Again, in “Romeo and Juliet” (iv. 5), Capulet narrates how:
“All things that we ordained festival,
Turn from their office to black funeral:
Our instruments, to melancholy bells;
Our wedding cheer, to a sad burial feast.”
Mr. Tylor,[744] in discussing the origin of funeral feasts, and in tracing their origin back to the savage and barbaric times of the institution of feast of departed souls, says we may find a lingering survival of this old rite in the doles of bread and drink given to the poor at funerals, and “soul-mass cakes,” which peasant girls beg for at farmhouses, with the traditional formula,
“Soul, soul, for a soul cake,
Pray you, mistress, a soul cake.”[745]
In the North of England the funeral feast is called an “arval,” and the loaves that are sometimes distributed among the poor are termed “arval bread.”
Among other funeral customs mentioned by Shakespeare, may be mentioned his allusion to the burial service. Originally, before the reign of Edward VI., it was the practice for the priest to throw earth on the body in the form of a cross, and then to sprinkle it with holy water. Thus, in the “Winter’s Tale” (iv. 4), the Shepherd says:
“Some hangman must put on my shroud, and lay me
Where no priest shovels in dust,”
implying, “I must be buried as a common malefactor, out of the pale of consecrated ground, and without the usual rites of the dead”—a whimsical anachronism, as Mr. Douce[746] points out, when it is considered that the old Shepherd was a pagan, a worshipper of Jupiter and Apollo.
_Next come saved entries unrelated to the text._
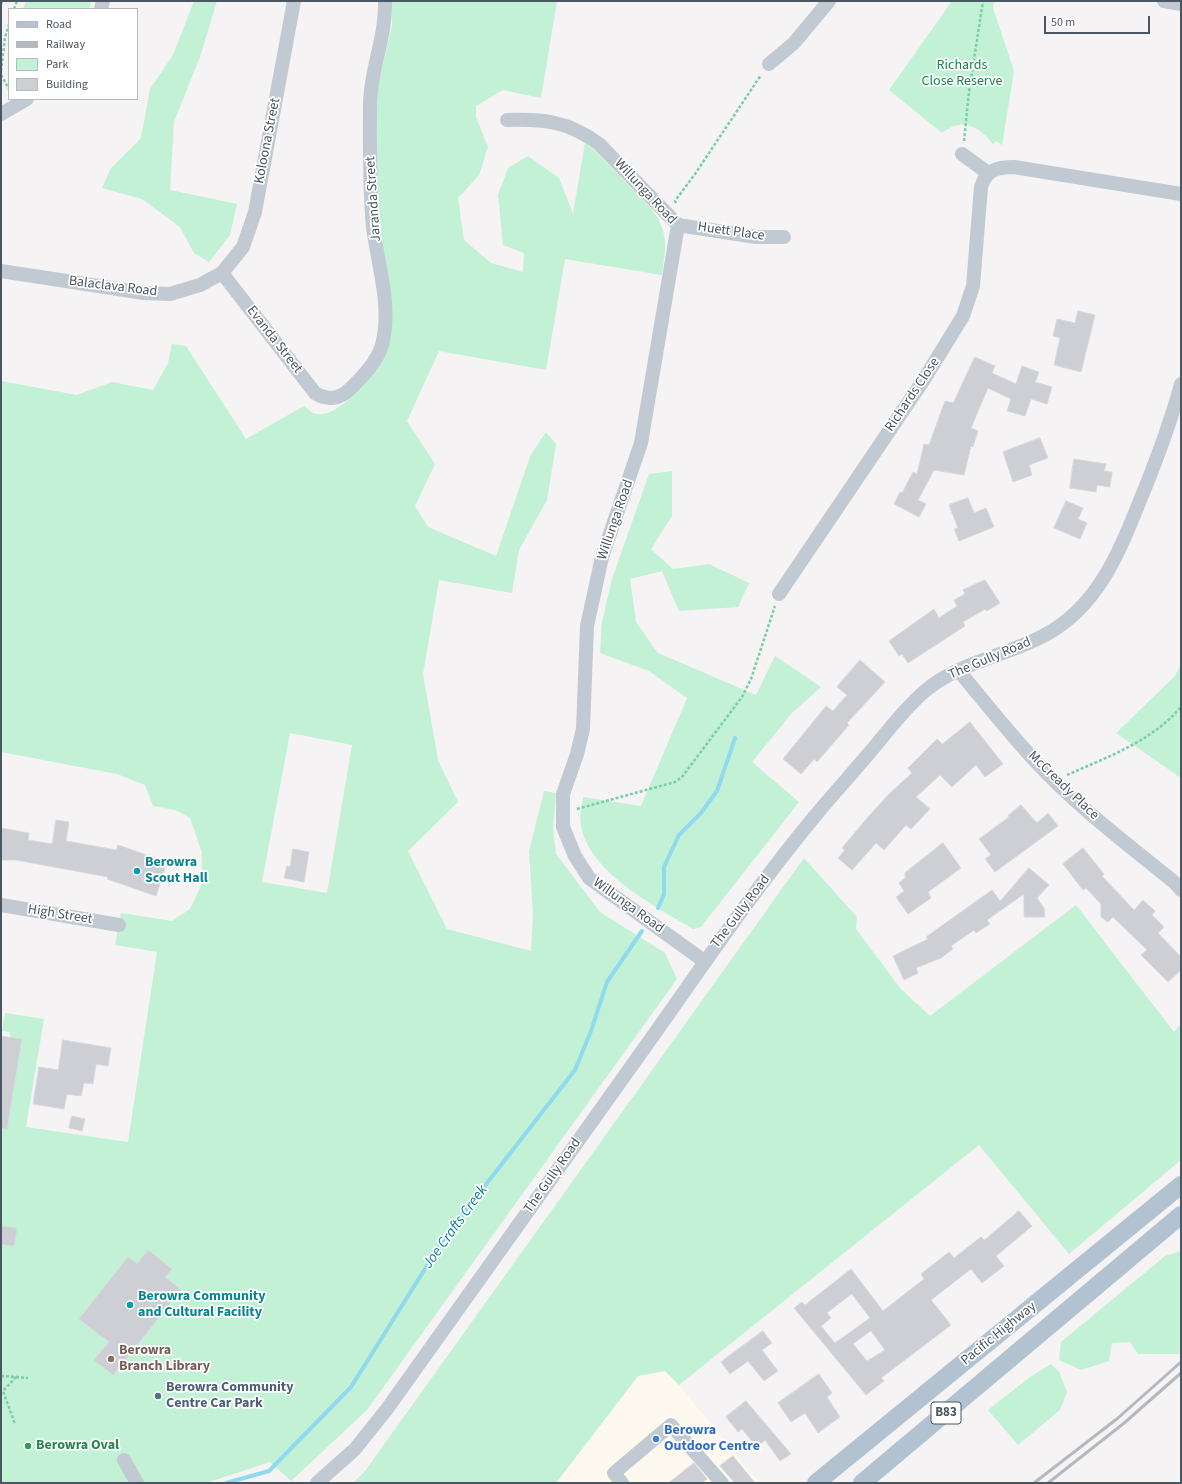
<!DOCTYPE html>
<style>
body{margin:0}
#map{position:relative;width:1182px;height:1484px;overflow:hidden;background:#f5f3f3;font-family:"Source Sans 3",sans-serif}
canvas{display:block}
.frame{position:absolute;inset:0;border:2px solid #4a5661;pointer-events:none}
.legend{position:absolute;left:8px;top:8px;width:130px;height:92px;box-sizing:border-box;background:#fff;border:1px solid #b7bbc0;margin:0;padding:5px 7px;list-style:none;font-size:12px;color:#4a5661}
.legend li{display:flex;align-items:center;gap:8px;height:20px}
.legend b{width:20px;border:1px solid #b7bbc0}
.scale{position:absolute;left:1044px;top:16px;width:106px;height:18px;box-sizing:border-box;border:2px solid #4a5661;border-top:0;padding-left:5px;font-size:12px;line-height:14px;white-space:nowrap;color:#4a5661;-webkit-text-stroke:3px #fff;paint-order:stroke}
</style>
<div id="map">
<canvas width="1182" height="1484"></canvas>
<div class="frame"></div>
<ul class="legend">
<li><b style="height:5px;background:#b3c2d1"></b>Road</li>
<li><b style="height:5px;background:#b5b8bd"></b>Railway</li>
<li><b style="height:11px;background:#c3f1d5"></b>Park</li>
<li><b style="height:11px;background:#cdcfd5"></b>Building</li>
</ul>
<div class="scale">50 m</div>
</div>
<script>
const context = document.querySelector('canvas').getContext('2d');
context.lineJoin = 'round';
function paint(path, color) { context.fillStyle = color; context.fill(path, 'evenodd'); }
function stroke(path, color, width, dash) { context.strokeStyle = color; context.lineWidth = width; context.lineCap = dash ? 'butt' : 'round'; context.setLineDash(dash || []); context.stroke(path); }
function drawText(font, color, halo, rows, align = 'center') {
  context.font = font + ' "Source Sans 3",sans-serif'; context.lineWidth = 3.5; context.setLineDash([]); context.textBaseline = 'middle'; context.strokeStyle = halo; context.fillStyle = color; for (const [text, x, y, turn = 0] of rows) {
    context.save(); context.translate(x, y); context.rotate((+turn || 0) * Math.PI / 180); context.textAlign = isNaN(turn) ? turn : align; if (halo) context.strokeText(text, 0, 0); context.fillText(text, 0, 0); context.restore();
  }
}
paint(new Path2D(`
 M665,1371L679,1385L759,1483H556L638,1376Z`), '#fdf9ef');
paint(new Path2D(`
 M26,1H91L89,9H23Z
 M194,1H217L200,57L174,122L170,190L237,204L230,235L209,262L194,253L180,227L142,199L102,188L111,168L141,138L150,89L173,55Z
 M391,1H557L541,98L503,90L476,106V117L488,147L479,175L458,198L464,240L491,263L523,272L524,253L503,245L498,195L508,168L528,156L559,178L573,214L585,143L595,151L651,208C669,232 666,247 662,275L565,259L546,370L439,351L407,421L435,464L415,506L428,527L496,556L531,454L546,432L556,444L547,500L519,550L512,593L439,580L423,674L438,760L458,802L408,851L447,929L531,951L533,915L529,851L544,791L556,793L553,829L556,854L600,912L665,953L677,979L367,1410L291,1481L270,1462L206,1483H1V1123L8,1124L22,1039L10,1037V1032L2,1031L5,1013L44,1019L26,1127L128,1142L157,952L115,945L121,913L172,921L190,909L201,886L202,853L190,818L176,810L153,806L145,785L117,774L1,752V381L77,395L112,382L153,390L168,363L172,344L186,346L246,439L304,406C308,409 313,414 317,414C339,418 371,377 381,361L380,229L376,192L377,91L392,25ZM290,733L352,745L327,893L262,882Z
 M952,1H994L993,8L1014,71L1002,145L996,141L993,144C979,126 962,117 942,133L889,90Z
 M672,471V516L651,549L673,569L709,564L749,583L738,607L679,611L662,571L630,579L636,622L658,653L756,695L775,656L821,687L792,713L752,762L799,802L701,927L693,929C655,906 588,872 581,825C579,816 582,806 583,797L641,806L687,698L649,671L600,653L602,622L612,579L649,474Z
 M1181,664V778L1116,733L1175,676Z
 M804,858L857,917L856,929L900,988L930,1016L1076,905L1174,1032L1181,1024V1160L1069,1254L979,1145L679,1385L665,1371L638,1376L556,1483H353L365,1471Z
 M1181,1251V1352L1180,1354H1138L1130,1342L1112,1343L1109,1361L1081,1370L1059,1360L1061,1342L1165,1256Z
 M1051,1364L1059,1372L1067,1392L1060,1410L1018,1445L988,1410L1030,1377Z`), '#c3f1d5');
stroke(new Path2D(`
 M658,908L664,894V867L679,835L701,813L717,791L735,738
 M226,1483L269,1471L351,1387L445,1237L575,1070L591,1031L607,982L642,931`), '#90daee', 4);
const building = new Path2D(`
 M1078,311L1095,315L1081,372L1054,365L1060,338L1053,336L1057,319L1075,323Z
 M975,357L995,366L992,373L1016,384L1022,366L1039,372L1035,382L1052,387L1047,404L1031,399L1025,416L1007,411L1011,399L988,388L971,428L978,431L973,447L971,446L964,475L934,470L918,500L926,504L919,517L894,504L900,492L902,493L913,472L917,474L924,444L929,445L945,401L953,403Z
 M1040,438L1048,458L1029,465L1032,475L1013,482L1003,452Z
 M1074,459L1106,464L1104,471L1112,472L1110,487L1097,485L1096,492L1070,488Z
 M968,498L974,513L986,508L994,527L959,541L954,529L958,528L949,505Z
 M1066,501L1083,508L1078,519L1087,523L1080,539L1054,528Z
 M985,580L1000,603L987,611L985,609L963,622L965,626L908,663L902,654L899,656L889,641L934,609L939,618L957,606L954,600L965,594L963,590Z
 M860,660L885,682L847,723L849,725L817,762L814,759L801,774L783,759L826,706L833,711L847,695L837,687Z
 M970,722L1003,764L985,777L976,765L952,787L940,775L916,797L930,809L911,829L906,825L884,850L876,843L852,870L838,858L845,850L842,848L868,817L889,794L912,773L908,768L937,739L942,744Z
 M1021,805L1037,823L1048,813L1058,826L995,872L985,859L991,855L979,839L1009,817L1008,816Z
 M56,820L69,822L66,841L116,850L118,845L167,862L156,896L107,879L108,877L16,860H1V828L29,833L28,840L52,844Z
 M943,843L961,868L928,892L931,898L908,914L896,897L904,891L899,883L905,878V873Z
 M1083,848L1104,874L1102,876L1134,910L1143,900L1155,911L1152,915L1164,927L1158,933L1181,957V970L1168,982L1141,955L1147,950L1113,917L1108,922L1101,917V904L1086,888L1083,890L1063,864Z
 M293,849L309,852L304,882L284,878L287,866L290,867Z
 M1029,868L1049,885L1037,898L1044,908L1045,917H1024V894L987,920L990,924L976,933L974,930L951,946L953,949L941,958L916,968L918,973L904,980L893,956L928,939L926,937L992,890L1000,901Z
 M1,1036L22,1039L7,1129L1,1128Z
 M63,1040L111,1048L108,1066L96,1064L93,1084L84,1083L81,1096L67,1094L64,1109L33,1104L39,1067L58,1070Z
 M72,1116L85,1119L82,1131L69,1128Z
 M1019,1211L1032,1226L996,1256L1004,1266L982,1283L971,1269L931,1300L951,1325L881,1378L884,1381L866,1395L794,1308L802,1302L805,1305L851,1269L883,1311L924,1279L921,1274L949,1252L954,1258L981,1237L984,1240ZM852,1294L870,1318L835,1343L821,1326L831,1318L827,1313ZM871,1331L885,1350L867,1361L853,1344Z
 M1,1226L17,1228L14,1246L1,1244Z
 M148,1250L172,1269L165,1277L181,1290L113,1375L94,1360L109,1342L79,1319L128,1257L137,1264Z
 M763,1331L772,1343L762,1350L778,1371L764,1381L748,1361L730,1374L721,1362Z
 M819,1374L832,1393L827,1397L840,1417L818,1433L805,1413L791,1422L778,1403Z
 M746,1401L791,1454L780,1461L765,1440L757,1447L742,1429L738,1432L726,1417Z
 M733,1456L755,1483H735L720,1466Z
 M694,1463L707,1479L702,1483H669Z`);
paint(building, '#cdcfd5');
stroke(building, '#d7d9de', 1);
stroke(new Path2D(`
 M1,4L2,1
 M14,9L17,1
 M1,71L5,37L9,25
 M1,75L9,89
 M964,141L969,92L983,1
 M676,203L675,201L695,174L761,75
 M1067,775C1107,757 1151,742 1181,707
 M577,809L675,782L682,777L742,697L751,679L775,606
 M1,1376L16,1377L3,1391L15,1424
 M16,1377L28,1378`), '#7ad0a6', 2.5, [3, 2]);
stroke(new Path2D(`
 M1164,1L1181,4
 M101,9L103,1
 M769,64L794,43L829,1
 M1,114L27,99
 M507,120C544,119 568,121 599,144L678,225L641,443L602,557L587,626L583,729L577,754L563,794V827L575,856L589,878L704,961
 M962,154L988,173
 M678,225L756,237H784
 M1,271L144,293L170,294L200,285L222,273L243,247L255,212L294,1
 M222,273L315,393C328,401 340,399 350,389C363,376 377,362 382,345C392,306 378,266 373,227C369,186 370,144 370,103C371,67 386,38 385,1
 M779,594L923,381L963,316L973,286L981,187C986,170 997,167 1014,167L1181,194
 M958,670C984,701 1009,733 1037,763C1078,807 1127,844 1174,882L1181,890
 M1,905L119,925
 M124,1460L137,1483
 M317,1483L355,1449L387,1409C471,1292 554,1174 638,1057C696,976 751,893 815,816C835,792 856,769 876,745C891,727 906,707 925,691C959,662 1006,656 1045,635C1097,607 1118,555 1139,503C1155,464 1170,425 1181,384
 M622,1483L614,1473L671,1425L722,1483`), '#c1cad2', 14);
stroke(new Path2D(`
 M816,1483L1181,1185
 M862,1483L1181,1215`), '#b3c2d1', 18);
stroke(new Path2D(`
 M1034,1483L1118,1418L1181,1362
 M1048,1483L1123,1424L1181,1373`), '#b5b8bd', 3);
for (const [x, y, r, color] of [
 [137,871,4,"#0f9aa8"],
 [130,1305,4,"#0f9aa8"],
 [111,1359,4,"#8d6e63"],
 [158,1396,4,"#5c6f8a"],
 [656,1439,4,"#3f7fe0"],
 [28,1446,4,"#2e9e5b"]
]) { const dot = new Path2D(); dot.arc(x, y, r, 0, 2 * Math.PI); context.fillStyle = color; context.fill(dot); stroke(dot, '#fff', 1.5); }
for (const [x, y, w] of [
 [946,1413,30]
]) { const box = new Path2D(); box.roundRect(x - w / 2, y - 11, w, 22, 3); context.fillStyle = '#fff'; context.fill(box); stroke(box, '#4a5661', 1); }
drawText('bold 13px', '#4a5661', null, [
 ["B83",946,1413]
]);
drawText('14px', '#17864f', '#fff', [
 ["Richards",962,66],
 ["Close Reserve",962,82]
]);
drawText('14px', '#4a5661', '#fff', [
 ["Koloona Street",268,141,-79],
 ["Willunga Road",645,192,47],
 ["Jaranda Street",374,199,-94],
 ["Huett Place",731,232,8],
 ["Balaclava Road",113,287,7],
 ["Evanda Street",274,340,52],
 ["Richards Close",913,395,-56],
 ["Willunga Road",616,520,-71],
 ["The Gully Road",990,659,-23],
 ["McCready Place",1063,786,44],
 ["Willunga Road",628,906,36],
 ["The Gully Road",741,912,-53],
 ["High Street",60,915,9],
 ["The Gully Road",553,1176,-55],
 ["Pacific Highway",999,1334,-39]
]);
drawText('bold 14px', '#0d838f', '#fff', [
 ["Berowra",145,863],
 ["Scout Hall",145,879],
 ["Berowra Community",138,1297],
 ["and Cultural Facility",138,1313]
], 'left');
drawText('bold 14px', '#785e54', '#fff', [
 ["Berowra",119,1351],
 ["Branch Library",119,1367]
], 'left');
drawText('bold 14px', '#4e5e75', '#fff', [
 ["Berowra Community",166,1388],
 ["Centre Car Park",166,1404]
], 'left');
drawText('bold 14px', '#366cbe', '#fff', [
 ["Berowra",664,1431],
 ["Outdoor Centre",664,1447]
], 'left');
drawText('bold 14px', '#27864d', '#fff', [
 ["Berowra Oval",36,1446]
], 'left');
drawText('italic 15px', '#0c7c9b', '#fff', [
 ["Joe Crafts Creek",456,1227,-54]
]);
</script>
In “Antony and Cleopatra” (i. 3), we find an allusion to the lachrymatory vials filled with tears which the Romans were in the habit of placing in the tomb of a departed friend. Cleopatra sorrowfully exclaims:
“O most false love!
Where be the sacred vials thou shouldst fill
With sorrowful water? Now I see, I see,
In Fulvia’s death, how mine receiv’d shall be.”